景気の先行き等については、鉱工業生産は今のところ一進一退でございますが、しかし全般的には緩やかにまだ成長拡大を続けていると、こう考えておりまして、今後も景気の動向については深甚なる注意を行いまして、財政的にあるいは金融的にできるだけ機動的な措置を行ってまいりたいと考えておるところでございます。
公共事業の上半期への集中の問題でございますが、現在の状態では、全体としては緩やかな拡大傾向を続けております。六十一年度のこの施策につきましては、経済の実態、情勢をよく見きわめつつ、与党とも相談をしてまいりたい、そう考えております。五十九年度、六十年度においては自然体で執行をいたしました。六十一年度につきましても、今申し上げたような情勢を踏まえつつ、与党とも相談してまいりたいと考えておるところでございます。
東京湾横断道路、明石海峡大橋の事業につきましては、いよいよこれを実行するということを決定いたしまして、所要の予算並びに法律的措置を講じていくつもりでございます。漁業調査とか地質調査とか、環境アセスメント等からまず始めるということになると思います。
六十五年度赤字公債依存体質からの脱却、これはあくまで貫徹する決心で努力してまいるつもりでございます。なかなか厳しい状況になってきていることは私も承知しておりますが、しかしこれを一たん崩すということになると、やはり相当な行政需要や予算要求等が出てまいりまして今までの努力が水泡に帰する危険性もございますし、現在の国債の累積状況を見ますというと、決して財政を緩めるような状況にはないのでございます。何としても財政の対応力を回復して、自由な政策が展開できるような基礎をつくることが今重大でございまして、我々としては、懸命の努力を国民の御理解をいただいてやりたいと思っております。
なお、中期的な展望については、中期展望及び仮定計算例を国会にお示しすべく準備しているところでございます。
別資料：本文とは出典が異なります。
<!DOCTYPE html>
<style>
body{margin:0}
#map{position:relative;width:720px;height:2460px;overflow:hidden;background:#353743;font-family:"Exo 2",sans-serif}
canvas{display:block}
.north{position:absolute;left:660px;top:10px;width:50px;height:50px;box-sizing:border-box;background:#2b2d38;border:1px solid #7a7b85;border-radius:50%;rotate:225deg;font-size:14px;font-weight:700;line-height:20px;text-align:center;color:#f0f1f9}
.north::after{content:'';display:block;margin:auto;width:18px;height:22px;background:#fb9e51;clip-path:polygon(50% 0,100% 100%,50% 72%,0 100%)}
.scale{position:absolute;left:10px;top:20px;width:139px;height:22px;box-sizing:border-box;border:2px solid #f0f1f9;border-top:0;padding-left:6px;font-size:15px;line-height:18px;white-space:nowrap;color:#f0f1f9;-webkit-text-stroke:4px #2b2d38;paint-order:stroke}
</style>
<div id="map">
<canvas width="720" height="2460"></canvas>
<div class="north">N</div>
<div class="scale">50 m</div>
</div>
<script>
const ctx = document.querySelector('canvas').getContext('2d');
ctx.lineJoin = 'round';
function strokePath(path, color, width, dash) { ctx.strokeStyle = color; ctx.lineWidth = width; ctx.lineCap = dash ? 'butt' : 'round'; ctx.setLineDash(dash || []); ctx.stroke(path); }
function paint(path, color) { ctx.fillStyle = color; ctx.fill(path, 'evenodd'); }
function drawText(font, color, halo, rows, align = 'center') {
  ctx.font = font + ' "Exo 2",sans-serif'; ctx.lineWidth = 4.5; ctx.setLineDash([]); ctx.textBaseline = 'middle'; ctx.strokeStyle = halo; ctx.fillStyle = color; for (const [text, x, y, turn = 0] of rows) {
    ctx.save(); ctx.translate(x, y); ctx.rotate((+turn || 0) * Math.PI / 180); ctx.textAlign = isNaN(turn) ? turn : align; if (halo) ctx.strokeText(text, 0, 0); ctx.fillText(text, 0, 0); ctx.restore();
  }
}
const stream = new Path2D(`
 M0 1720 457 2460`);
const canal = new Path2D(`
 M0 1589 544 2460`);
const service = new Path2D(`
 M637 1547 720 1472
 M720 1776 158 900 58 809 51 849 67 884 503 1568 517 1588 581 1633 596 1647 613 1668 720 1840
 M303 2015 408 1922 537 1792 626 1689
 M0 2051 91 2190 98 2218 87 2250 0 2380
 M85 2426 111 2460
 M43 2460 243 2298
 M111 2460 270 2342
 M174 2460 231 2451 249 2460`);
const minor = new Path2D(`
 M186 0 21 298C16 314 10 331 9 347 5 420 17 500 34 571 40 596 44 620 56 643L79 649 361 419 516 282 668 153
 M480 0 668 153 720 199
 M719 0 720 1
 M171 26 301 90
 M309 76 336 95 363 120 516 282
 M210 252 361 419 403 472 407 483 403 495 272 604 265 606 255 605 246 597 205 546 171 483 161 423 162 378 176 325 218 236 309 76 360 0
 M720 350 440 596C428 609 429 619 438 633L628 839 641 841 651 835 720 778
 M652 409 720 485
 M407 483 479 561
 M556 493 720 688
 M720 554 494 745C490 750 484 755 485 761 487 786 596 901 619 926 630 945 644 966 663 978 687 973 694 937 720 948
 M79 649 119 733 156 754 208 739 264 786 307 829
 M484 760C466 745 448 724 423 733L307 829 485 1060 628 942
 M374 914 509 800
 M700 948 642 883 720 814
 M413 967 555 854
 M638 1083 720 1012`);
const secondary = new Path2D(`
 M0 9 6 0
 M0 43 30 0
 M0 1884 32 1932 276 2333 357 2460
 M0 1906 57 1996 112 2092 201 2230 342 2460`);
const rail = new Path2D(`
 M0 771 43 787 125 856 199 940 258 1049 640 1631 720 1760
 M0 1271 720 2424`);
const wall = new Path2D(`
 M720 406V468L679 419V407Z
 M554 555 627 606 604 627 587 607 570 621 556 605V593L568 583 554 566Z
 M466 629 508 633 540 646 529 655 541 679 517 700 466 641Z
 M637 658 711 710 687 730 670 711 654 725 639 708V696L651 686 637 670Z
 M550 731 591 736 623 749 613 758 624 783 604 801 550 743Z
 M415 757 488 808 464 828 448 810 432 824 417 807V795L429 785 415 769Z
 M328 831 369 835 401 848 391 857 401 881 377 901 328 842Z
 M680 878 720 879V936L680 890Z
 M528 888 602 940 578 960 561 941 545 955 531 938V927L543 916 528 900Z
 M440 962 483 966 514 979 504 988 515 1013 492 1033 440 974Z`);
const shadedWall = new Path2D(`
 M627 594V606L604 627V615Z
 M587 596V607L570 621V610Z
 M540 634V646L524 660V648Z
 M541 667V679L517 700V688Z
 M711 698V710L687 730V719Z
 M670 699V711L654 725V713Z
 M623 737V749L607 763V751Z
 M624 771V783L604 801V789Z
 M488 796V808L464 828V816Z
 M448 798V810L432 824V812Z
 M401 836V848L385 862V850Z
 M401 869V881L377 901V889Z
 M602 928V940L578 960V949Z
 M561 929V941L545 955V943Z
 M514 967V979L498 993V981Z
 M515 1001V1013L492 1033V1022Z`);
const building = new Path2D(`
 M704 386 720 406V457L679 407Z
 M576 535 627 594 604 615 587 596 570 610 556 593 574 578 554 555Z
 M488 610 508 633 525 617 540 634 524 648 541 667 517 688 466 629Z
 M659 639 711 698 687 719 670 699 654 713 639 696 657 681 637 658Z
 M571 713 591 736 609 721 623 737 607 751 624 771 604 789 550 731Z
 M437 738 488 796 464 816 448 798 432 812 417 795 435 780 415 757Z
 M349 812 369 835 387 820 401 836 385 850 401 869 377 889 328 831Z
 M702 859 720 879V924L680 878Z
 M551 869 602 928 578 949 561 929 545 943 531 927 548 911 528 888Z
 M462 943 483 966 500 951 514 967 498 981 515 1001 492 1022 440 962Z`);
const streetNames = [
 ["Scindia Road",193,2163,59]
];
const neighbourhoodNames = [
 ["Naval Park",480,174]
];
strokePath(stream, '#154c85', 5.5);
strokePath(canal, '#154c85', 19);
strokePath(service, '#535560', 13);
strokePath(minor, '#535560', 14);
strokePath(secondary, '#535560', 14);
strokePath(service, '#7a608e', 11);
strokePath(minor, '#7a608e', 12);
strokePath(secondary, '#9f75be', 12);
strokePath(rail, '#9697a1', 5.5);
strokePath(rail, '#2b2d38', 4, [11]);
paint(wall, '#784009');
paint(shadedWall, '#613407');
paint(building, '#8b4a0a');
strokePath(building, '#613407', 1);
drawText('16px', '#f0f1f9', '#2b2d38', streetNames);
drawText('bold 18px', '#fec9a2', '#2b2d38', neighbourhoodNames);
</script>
次に、税制改革の問題でございますが、これらにつきましては、先般来申し上げましたとおり、この春に税調より、まず税の重圧感、ひずみ、減税、これらに関する答申をいただきまして、秋に財源措置も講じた一体としたものをつくりまして、法制の準備をいたしたいと考えております。
教育改革につきましては、第二次答申の基礎となる「審議経過の概要」が先般公表されました。第二次答申の提出については重大な関心を持って今見守っておるところでございますが、この答申を得ましたら、最大限に尊重して実行していきたいと思います。
国鉄改革につきましても、今やじんぜん日を送ることは許されない喫緊の課題になってきております。従業員の皆様方にもいろいろ御心配をおかけしていますが、御心配のないようにやることが政府の仕事であり、かつ国民の皆さんの御協力を得られるようなやり方で推進することが大事であります。今回、三塚大臣を運輸大臣に任命いたしましたのも、そういう点についてそごのないように十分腕前を発揮してもらいたいと思ってやったところでございます。